Posted By On January 12, 2007 @ 2:28 PM In Using The Internet | Comments Disabled

Q:
I read a news story about a Google flaw being fixed, but I guess I must be behind on my news, because I had no idea what the flaw was in the first place. Can you shed some light on this?

A:
You’ve come to the right place! I know many of you use Gmail for your main e-mail program and I know even more of you use Google, so it’s very important to know about this particular happening. It’s good to know the whole thing is over with, but it still happened and you all should know the details of it. I will first explain what the flaw actually was and then I’ll get into how it’s now fixed.

The flaw mainly surrounded the Gmail address book feature. There was a security hole that left the address books of Gmail users in a spot for serious risk. Basically, with this flaw, hackers were able to create a malicious Web site that would be able to copy all of the address book entries from Gmail users. During the time when the exploit was in action, as long as a user was signed in to their Gmail account or any other Google service, the attackers could take advantage.

For example, if you are a Gmail user and you were signed in to your account, an attacker could have easily gotten ahold of your entire address book and leak its information out. But, the point is that it wasn’t only Gmail that was affected. As long as you were signed in to a Google service, your address book data could have been lifted.

This flaw was discovered by a Google watcher, Haochi Chen. Chen was working on a new feature for Google Video when she noticed the mistake. She was trying to send a video to some of her Gmail contacts when she figured out that the whole address book was opened along with the video and it was visible to others.

Fortunately, Chen relayed the information to Google and they fixed the problem with Google Video very quickly. They discovered next though that the flaw was leaking out into other Google services, which were also fixed within one day. Since Google was able to act so quickly in getting this problem solved, it was stated that no users were actually affected. A security manager for Google said, “To our knowledge, no one exploited the vulnerability and no users were impacted.”

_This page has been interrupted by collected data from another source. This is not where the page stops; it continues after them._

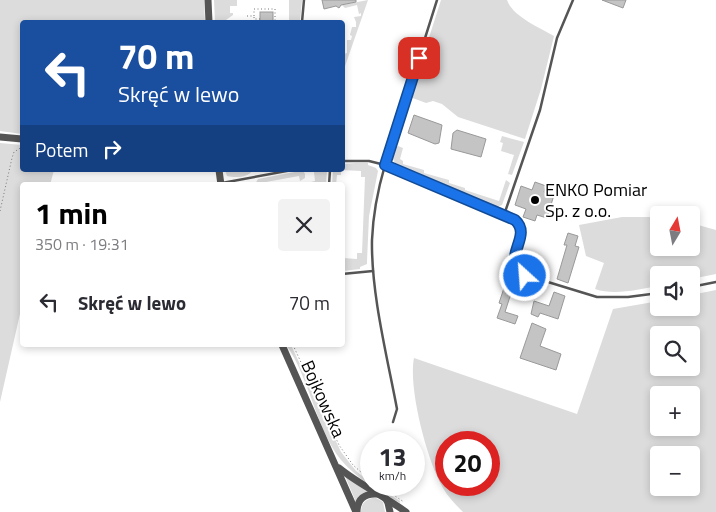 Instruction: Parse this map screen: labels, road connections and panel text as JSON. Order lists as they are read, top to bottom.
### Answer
{
  "streets": {
    "street": ["Bojkowska"]
  },
  "places": ["ENKO Pomiar Sp. z o.o."],
  "north": "top",
  "page": {
    "turn": ["70 m", "Skręć w lewo"],
    "then": "Potem",
    "heading": ["1 min", "350 m · 19:31"],
    "map_buttons": ["+", "−"],
    "list": [
      {
        "name": "Skręć w lewo",
        "value": "70 m"
      }
    ],
    "speed": "13 km/h",
    "limit": "20"
  }
} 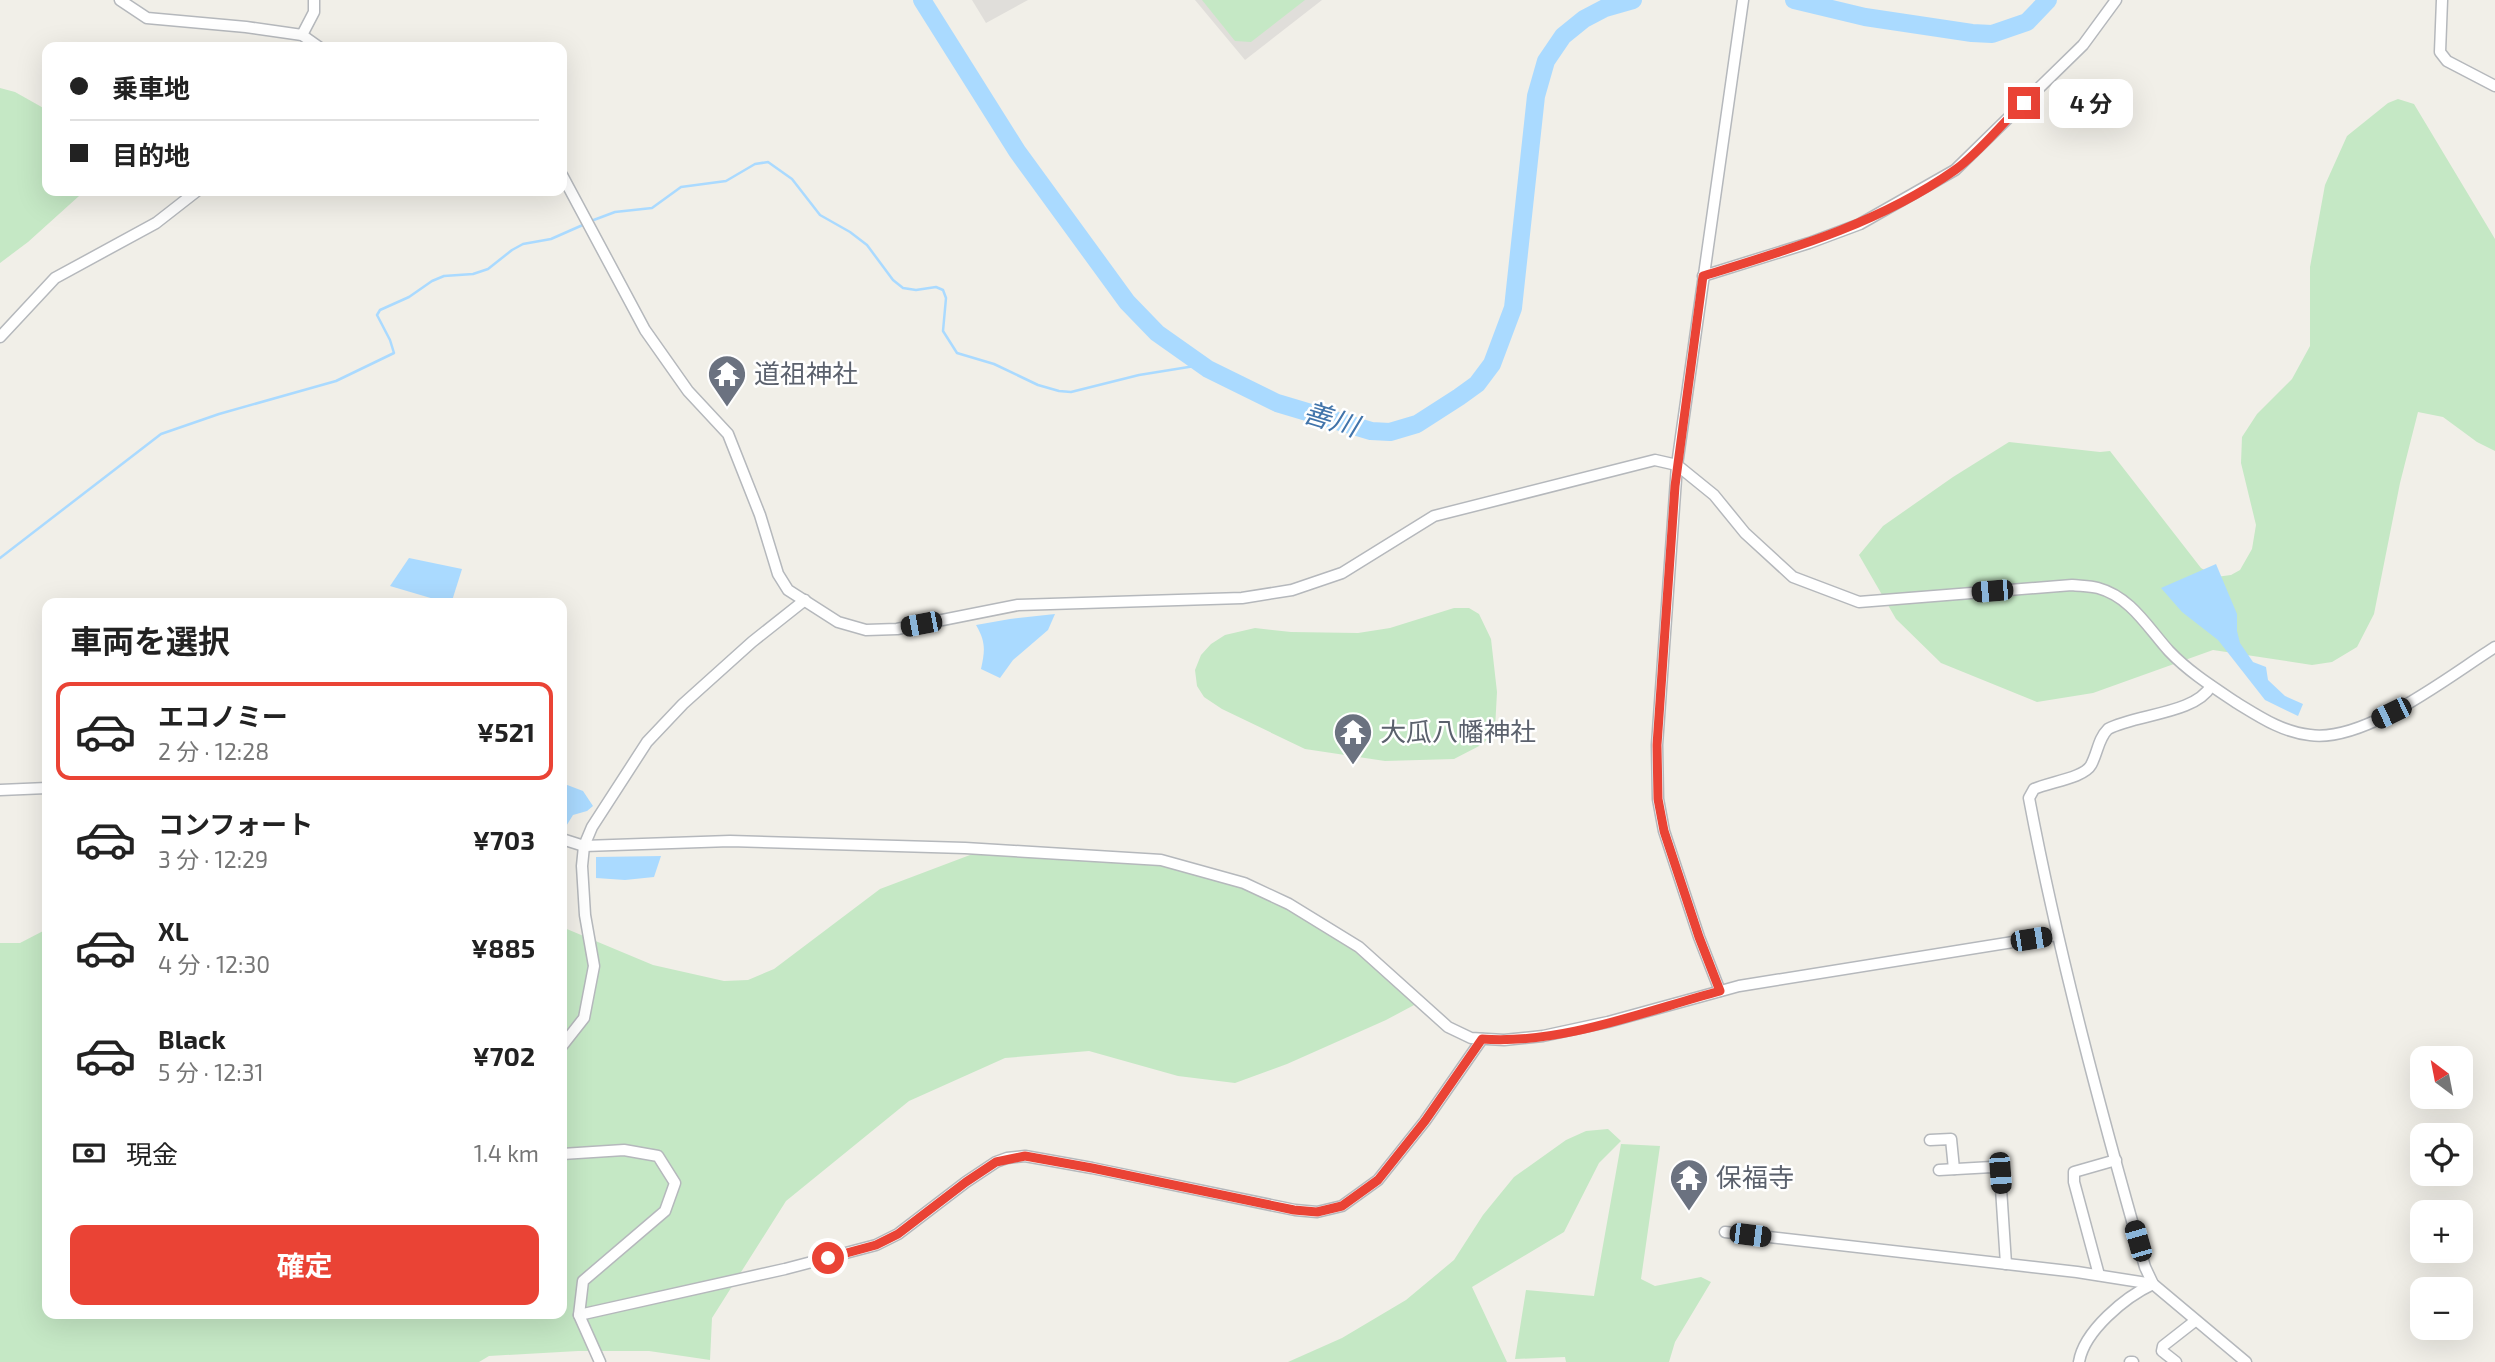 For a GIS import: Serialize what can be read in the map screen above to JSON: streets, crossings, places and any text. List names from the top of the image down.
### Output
{
  "water": ["善川"],
  "places": {
    "temple": ["道祖神社", "大瓜八幡神社", "保福寺"]
  },
  "north": "top left",
  "page": {
    "banner": ["乗車地", "目的地"],
    "bubble": "4 分",
    "heading": "車両を選択",
    "list": [
      {
        "name": "エコノミー",
        "note": "2 分 · 12:28",
        "value": "¥521"
      },
      {
        "name": "コンフォート",
        "note": "3 分 · 12:29",
        "value": "¥703"
      },
      {
        "name": "XL",
        "note": "4 分 · 12:30",
        "value": "¥885"
      },
      {
        "name": "Black",
        "note": "5 分 · 12:31",
        "value": "¥702"
      }
    ],
    "map_buttons": ["+", "−"],
    "pay": ["現金", "1.4 km"],
    "buttons": "確定"
  }
}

Now, the main problem was found within the data interchange format of JavaScript Object Notation, also known as JSON. If that’s abused, personal information can be leaked out unintentionally, without anyone ever really knowing about it. Luckily though, Google placed a fix on the problem that ensures JSON cannot be abused again.

All in all, this was a scary flaw to hear about, especially if you’re an avid Gmail or Google user, but Google has had to deal with several vulnerabilities in the past and they have never let us down. This occurrence was no different. So, don’t be worried about this particular problem any longer. It is fixed and secure now and your address book is no longer at risk. You gotta love that!